*** Opening EXCERPTED DATA ***
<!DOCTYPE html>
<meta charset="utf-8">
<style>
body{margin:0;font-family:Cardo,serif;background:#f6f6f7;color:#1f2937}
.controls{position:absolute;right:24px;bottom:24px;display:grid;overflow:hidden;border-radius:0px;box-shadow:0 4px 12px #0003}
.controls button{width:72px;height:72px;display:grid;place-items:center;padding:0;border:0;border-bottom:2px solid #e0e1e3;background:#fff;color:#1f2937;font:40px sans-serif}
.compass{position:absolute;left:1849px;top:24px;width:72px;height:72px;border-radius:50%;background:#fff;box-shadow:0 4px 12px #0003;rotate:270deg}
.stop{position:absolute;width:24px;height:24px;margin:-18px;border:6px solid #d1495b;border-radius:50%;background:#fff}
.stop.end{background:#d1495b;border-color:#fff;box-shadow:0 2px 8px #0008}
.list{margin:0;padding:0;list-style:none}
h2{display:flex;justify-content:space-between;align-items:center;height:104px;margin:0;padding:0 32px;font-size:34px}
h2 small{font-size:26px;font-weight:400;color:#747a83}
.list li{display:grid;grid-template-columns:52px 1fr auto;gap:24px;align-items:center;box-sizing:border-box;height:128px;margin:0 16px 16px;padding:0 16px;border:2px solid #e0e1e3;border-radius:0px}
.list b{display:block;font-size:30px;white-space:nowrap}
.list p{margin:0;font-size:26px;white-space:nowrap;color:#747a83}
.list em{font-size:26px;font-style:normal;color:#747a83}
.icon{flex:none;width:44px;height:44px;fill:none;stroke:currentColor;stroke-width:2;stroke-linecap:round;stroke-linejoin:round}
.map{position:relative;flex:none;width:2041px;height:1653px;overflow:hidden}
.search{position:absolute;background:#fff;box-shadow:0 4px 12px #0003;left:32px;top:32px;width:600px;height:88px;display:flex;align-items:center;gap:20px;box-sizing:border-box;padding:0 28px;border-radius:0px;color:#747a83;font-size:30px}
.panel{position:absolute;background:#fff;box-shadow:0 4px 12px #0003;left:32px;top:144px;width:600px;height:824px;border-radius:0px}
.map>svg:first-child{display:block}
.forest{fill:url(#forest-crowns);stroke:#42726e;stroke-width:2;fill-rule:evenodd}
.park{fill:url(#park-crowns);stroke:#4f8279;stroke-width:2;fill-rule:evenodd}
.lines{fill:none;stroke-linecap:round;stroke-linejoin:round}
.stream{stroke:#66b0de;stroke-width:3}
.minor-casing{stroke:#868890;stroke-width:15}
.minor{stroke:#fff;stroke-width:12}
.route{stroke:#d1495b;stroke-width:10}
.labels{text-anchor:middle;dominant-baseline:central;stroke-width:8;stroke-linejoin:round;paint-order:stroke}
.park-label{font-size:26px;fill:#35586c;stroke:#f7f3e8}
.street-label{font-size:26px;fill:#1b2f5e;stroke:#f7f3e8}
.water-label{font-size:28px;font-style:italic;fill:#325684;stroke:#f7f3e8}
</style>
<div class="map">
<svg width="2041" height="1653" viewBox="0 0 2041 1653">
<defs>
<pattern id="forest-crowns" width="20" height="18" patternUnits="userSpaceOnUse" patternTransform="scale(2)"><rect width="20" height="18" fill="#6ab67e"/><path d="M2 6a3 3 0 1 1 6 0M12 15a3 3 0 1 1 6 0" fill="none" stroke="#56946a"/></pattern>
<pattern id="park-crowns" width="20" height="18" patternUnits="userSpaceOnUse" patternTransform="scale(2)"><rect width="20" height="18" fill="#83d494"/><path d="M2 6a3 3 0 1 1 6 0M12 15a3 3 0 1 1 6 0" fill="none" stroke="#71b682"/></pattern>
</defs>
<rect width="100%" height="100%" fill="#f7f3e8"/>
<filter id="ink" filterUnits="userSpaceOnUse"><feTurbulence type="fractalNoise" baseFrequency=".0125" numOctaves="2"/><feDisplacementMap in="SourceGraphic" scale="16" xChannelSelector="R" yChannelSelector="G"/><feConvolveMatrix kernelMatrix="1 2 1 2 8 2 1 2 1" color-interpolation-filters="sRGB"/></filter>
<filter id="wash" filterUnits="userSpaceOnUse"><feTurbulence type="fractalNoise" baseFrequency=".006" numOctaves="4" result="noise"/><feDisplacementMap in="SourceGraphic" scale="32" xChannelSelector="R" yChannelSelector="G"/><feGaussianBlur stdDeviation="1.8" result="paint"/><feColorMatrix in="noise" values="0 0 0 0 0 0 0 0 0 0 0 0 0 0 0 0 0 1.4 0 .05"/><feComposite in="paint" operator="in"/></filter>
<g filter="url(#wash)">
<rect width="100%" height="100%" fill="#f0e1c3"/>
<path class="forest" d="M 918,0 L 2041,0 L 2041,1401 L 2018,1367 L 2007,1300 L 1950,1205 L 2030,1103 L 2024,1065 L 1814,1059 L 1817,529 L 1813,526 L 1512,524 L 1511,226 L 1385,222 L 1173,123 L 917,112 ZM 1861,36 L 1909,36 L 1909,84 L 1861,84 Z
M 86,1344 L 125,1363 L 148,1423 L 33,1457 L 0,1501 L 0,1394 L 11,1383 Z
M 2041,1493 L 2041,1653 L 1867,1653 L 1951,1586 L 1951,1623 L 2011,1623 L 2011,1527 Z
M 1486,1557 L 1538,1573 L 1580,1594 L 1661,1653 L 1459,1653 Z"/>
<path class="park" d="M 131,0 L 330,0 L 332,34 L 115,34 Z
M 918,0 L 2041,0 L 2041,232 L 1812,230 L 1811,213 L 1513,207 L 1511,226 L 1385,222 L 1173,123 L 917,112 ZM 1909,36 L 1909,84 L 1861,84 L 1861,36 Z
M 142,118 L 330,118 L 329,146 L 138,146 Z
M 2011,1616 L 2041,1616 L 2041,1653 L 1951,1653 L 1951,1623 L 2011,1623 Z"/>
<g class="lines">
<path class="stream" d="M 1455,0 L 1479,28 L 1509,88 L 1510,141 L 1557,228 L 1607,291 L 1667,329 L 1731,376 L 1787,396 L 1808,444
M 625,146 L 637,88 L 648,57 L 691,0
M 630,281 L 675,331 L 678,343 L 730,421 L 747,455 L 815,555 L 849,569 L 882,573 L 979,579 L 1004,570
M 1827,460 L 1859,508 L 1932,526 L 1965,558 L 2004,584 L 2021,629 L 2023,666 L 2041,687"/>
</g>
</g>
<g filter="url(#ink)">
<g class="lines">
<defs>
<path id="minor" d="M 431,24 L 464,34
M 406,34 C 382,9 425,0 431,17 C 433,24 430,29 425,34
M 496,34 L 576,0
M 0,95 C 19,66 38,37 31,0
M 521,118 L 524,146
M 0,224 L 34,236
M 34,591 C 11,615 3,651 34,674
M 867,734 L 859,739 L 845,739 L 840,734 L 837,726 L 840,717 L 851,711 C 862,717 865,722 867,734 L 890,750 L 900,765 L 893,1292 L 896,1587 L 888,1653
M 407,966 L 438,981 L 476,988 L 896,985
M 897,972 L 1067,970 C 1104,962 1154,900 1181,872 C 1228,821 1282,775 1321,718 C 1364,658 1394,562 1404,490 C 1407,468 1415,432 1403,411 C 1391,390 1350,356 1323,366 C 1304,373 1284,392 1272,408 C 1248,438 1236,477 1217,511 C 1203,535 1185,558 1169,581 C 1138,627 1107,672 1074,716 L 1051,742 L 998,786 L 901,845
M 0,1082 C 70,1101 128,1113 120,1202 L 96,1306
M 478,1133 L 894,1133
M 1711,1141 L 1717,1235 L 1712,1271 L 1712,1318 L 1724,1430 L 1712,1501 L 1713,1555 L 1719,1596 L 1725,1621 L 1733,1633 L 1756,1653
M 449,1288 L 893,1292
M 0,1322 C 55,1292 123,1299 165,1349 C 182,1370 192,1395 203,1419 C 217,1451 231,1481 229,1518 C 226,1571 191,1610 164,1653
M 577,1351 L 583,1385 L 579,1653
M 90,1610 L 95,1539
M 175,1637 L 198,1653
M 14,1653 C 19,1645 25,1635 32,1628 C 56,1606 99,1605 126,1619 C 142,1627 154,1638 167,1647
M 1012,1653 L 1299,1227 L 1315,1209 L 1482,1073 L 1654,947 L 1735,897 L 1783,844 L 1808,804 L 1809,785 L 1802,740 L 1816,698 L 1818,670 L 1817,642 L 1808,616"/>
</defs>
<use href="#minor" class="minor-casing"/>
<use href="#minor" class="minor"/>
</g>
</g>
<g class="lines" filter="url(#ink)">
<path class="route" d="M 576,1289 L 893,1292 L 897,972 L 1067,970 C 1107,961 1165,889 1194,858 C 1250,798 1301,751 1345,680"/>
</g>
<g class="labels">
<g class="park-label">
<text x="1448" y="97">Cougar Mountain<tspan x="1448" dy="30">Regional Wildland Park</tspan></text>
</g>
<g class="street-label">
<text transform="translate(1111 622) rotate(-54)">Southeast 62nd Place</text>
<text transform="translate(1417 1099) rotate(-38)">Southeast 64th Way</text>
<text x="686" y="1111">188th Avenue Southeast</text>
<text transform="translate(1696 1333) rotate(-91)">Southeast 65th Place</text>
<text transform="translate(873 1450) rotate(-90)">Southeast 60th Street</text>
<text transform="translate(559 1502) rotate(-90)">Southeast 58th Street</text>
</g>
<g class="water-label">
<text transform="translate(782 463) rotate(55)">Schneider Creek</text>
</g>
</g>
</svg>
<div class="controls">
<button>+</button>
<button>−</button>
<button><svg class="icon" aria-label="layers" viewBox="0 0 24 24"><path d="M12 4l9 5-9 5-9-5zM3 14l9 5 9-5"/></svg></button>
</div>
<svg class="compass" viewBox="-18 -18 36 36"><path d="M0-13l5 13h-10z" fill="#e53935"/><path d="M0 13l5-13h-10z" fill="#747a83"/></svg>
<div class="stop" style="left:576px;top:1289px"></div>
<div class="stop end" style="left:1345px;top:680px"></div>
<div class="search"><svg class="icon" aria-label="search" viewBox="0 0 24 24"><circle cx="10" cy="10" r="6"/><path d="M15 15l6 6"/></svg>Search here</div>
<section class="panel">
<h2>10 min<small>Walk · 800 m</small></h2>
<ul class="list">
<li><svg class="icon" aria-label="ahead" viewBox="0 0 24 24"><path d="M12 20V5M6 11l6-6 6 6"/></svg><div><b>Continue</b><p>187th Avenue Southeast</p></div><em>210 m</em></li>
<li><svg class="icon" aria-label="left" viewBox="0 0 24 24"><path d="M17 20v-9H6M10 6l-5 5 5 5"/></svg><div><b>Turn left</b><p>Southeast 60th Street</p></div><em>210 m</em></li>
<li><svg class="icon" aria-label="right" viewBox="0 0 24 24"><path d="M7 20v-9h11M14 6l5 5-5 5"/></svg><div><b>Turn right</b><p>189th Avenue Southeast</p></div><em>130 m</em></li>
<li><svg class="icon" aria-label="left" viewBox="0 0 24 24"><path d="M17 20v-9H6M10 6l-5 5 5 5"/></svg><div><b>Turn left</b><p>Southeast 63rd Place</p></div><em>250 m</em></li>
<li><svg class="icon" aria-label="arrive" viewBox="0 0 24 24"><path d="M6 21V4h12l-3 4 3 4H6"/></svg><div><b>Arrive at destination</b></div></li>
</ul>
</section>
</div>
*** Closing EXCERPTED DATA ***
### WHAT THE TASK REQUIRES
Only the lines above that hold "white" are wanted. Show every one of them.

### ANSWER BOX
.list b{display:block;font-size:30px;white-space:nowrap}
.list p{margin:0;font-size:26px;white-space:nowrap;color:#747a83}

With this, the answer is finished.